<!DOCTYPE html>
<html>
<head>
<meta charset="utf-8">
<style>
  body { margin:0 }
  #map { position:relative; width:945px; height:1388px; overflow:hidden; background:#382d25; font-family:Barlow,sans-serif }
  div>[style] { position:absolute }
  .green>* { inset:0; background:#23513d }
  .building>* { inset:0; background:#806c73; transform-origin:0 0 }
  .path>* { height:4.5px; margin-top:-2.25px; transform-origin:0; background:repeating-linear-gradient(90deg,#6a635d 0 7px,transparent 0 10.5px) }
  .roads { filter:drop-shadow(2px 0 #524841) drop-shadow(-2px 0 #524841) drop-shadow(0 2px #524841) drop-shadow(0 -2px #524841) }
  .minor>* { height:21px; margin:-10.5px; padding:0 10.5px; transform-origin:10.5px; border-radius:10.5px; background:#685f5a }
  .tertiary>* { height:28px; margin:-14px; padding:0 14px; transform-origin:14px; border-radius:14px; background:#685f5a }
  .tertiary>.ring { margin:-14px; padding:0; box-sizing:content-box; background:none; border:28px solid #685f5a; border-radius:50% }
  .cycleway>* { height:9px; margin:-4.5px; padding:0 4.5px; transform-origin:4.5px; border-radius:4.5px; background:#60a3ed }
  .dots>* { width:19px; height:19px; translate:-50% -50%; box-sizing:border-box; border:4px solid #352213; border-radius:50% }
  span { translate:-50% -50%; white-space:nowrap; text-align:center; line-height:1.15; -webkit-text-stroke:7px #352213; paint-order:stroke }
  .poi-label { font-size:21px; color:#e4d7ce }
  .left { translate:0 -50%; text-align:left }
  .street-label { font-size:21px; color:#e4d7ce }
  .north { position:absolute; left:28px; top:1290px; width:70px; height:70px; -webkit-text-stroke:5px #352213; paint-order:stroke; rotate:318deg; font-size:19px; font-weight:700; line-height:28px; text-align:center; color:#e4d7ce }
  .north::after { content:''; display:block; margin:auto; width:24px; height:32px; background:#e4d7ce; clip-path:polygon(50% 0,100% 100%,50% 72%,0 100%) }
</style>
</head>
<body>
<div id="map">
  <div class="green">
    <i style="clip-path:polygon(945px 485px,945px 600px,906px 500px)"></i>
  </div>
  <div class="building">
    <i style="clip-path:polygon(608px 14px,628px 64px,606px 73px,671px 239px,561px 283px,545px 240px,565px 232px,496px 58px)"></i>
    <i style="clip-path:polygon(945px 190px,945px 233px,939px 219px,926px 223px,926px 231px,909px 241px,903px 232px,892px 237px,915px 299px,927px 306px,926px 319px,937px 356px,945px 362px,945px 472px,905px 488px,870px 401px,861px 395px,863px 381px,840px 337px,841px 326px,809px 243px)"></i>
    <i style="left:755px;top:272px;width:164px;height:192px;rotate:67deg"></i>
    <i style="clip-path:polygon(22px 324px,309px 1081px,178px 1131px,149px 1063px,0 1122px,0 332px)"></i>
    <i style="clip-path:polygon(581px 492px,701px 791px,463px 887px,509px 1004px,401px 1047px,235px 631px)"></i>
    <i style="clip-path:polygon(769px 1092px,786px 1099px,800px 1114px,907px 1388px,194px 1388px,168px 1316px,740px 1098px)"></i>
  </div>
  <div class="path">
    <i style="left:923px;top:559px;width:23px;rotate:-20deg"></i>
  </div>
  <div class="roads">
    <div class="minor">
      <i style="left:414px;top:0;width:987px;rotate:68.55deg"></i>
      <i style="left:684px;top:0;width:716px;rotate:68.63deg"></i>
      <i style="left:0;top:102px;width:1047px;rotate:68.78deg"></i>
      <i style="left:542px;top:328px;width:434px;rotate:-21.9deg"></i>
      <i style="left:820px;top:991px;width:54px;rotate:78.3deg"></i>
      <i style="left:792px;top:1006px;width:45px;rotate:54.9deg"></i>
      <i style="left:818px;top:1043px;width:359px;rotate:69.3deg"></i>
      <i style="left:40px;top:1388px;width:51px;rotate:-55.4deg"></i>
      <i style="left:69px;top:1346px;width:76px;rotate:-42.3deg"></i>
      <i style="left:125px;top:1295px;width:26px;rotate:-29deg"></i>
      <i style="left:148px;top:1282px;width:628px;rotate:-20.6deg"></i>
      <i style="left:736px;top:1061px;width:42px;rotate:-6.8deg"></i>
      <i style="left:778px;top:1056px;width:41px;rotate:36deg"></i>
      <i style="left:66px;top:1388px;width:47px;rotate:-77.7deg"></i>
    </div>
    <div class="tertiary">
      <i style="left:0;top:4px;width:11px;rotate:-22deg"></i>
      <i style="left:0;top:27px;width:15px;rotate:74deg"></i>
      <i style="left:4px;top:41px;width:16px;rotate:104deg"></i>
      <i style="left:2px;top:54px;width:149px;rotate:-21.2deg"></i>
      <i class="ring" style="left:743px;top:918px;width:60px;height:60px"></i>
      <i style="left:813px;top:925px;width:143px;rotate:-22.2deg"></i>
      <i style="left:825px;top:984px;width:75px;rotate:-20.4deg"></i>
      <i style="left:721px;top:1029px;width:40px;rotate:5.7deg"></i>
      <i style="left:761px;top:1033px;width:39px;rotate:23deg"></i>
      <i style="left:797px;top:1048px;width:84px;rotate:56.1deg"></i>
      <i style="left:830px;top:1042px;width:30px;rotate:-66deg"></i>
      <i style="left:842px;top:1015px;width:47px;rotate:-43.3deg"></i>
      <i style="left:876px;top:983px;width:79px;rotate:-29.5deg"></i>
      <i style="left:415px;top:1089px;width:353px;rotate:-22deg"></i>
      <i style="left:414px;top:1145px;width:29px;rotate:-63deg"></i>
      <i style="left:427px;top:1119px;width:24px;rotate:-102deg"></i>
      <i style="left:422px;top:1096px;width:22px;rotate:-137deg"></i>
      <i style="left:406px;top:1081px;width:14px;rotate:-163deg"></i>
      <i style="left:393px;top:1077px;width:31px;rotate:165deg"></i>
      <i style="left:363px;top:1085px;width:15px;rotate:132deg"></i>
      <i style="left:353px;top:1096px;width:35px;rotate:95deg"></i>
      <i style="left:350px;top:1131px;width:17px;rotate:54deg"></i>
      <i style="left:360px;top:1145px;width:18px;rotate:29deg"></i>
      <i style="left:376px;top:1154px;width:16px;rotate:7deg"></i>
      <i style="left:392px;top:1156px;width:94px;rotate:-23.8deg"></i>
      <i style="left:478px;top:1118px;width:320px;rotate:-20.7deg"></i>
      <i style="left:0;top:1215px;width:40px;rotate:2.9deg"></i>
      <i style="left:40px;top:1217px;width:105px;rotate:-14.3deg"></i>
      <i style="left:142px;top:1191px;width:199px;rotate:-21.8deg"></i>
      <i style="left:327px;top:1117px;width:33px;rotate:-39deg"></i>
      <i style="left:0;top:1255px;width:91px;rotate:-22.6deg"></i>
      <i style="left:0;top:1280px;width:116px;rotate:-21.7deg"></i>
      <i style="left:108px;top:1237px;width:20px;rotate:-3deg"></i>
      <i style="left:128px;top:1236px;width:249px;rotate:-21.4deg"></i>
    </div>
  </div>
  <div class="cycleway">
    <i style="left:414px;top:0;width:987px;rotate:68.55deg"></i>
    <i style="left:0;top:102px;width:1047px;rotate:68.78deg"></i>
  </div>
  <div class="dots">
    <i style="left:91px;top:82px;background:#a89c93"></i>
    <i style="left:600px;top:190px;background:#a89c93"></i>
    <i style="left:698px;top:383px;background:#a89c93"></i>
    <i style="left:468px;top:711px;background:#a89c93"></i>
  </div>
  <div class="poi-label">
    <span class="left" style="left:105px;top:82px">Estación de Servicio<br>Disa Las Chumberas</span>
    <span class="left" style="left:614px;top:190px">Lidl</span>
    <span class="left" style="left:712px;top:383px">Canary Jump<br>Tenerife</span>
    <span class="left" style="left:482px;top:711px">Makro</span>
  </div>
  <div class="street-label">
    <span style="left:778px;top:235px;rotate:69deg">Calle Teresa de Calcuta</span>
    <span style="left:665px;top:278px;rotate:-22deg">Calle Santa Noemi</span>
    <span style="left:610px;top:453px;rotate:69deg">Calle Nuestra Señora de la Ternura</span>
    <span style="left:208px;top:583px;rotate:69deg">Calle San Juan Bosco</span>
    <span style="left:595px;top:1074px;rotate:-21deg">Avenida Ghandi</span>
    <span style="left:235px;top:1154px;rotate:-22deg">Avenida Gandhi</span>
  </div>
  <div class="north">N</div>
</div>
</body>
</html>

####################

Reproduce the records above line by line, without any change, up to and including the line that holds "position:absolute; left:28px; top:1290px;".

<!DOCTYPE html>
<html>
<head>
<meta charset="utf-8">
<style>
  body { margin:0 }
  #map { position:relative; width:945px; height:1388px; overflow:hidden; background:#382d25; font-family:Barlow,sans-serif }
  div>[style] { position:absolute }
  .green>* { inset:0; background:#23513d }
  .building>* { inset:0; background:#806c73; transform-origin:0 0 }
  .path>* { height:4.5px; margin-top:-2.25px; transform-origin:0; background:repeating-linear-gradient(90deg,#6a635d 0 7px,transparent 0 10.5px) }
  .roads { filter:drop-shadow(2px 0 #524841) drop-shadow(-2px 0 #524841) drop-shadow(0 2px #524841) drop-shadow(0 -2px #524841) }
  .minor>* { height:21px; margin:-10.5px; padding:0 10.5px; transform-origin:10.5px; border-radius:10.5px; background:#685f5a }
  .tertiary>* { height:28px; margin:-14px; padding:0 14px; transform-origin:14px; border-radius:14px; background:#685f5a }
  .tertiary>.ring { margin:-14px; padding:0; box-sizing:content-box; background:none; border:28px solid #685f5a; border-radius:50% }
  .cycleway>* { height:9px; margin:-4.5px; padding:0 4.5px; transform-origin:4.5px; border-radius:4.5px; background:#60a3ed }
  .dots>* { width:19px; height:19px; translate:-50% -50%; box-sizing:border-box; border:4px solid #352213; border-radius:50% }
  span { translate:-50% -50%; white-space:nowrap; text-align:center; line-height:1.15; -webkit-text-stroke:7px #352213; paint-order:stroke }
  .poi-label { font-size:21px; color:#e4d7ce }
  .left { translate:0 -50%; text-align:left }
  .street-label { font-size:21px; color:#e4d7ce }
  .north { position:absolute; left:28px; top:1290px; width:70px; height:70px; -webkit-text-stroke:5px #352213; paint-order:stroke; rotate:318deg; font-size:19px; font-weight:700; line-height:28px; text-align:center; color:#e4d7ce }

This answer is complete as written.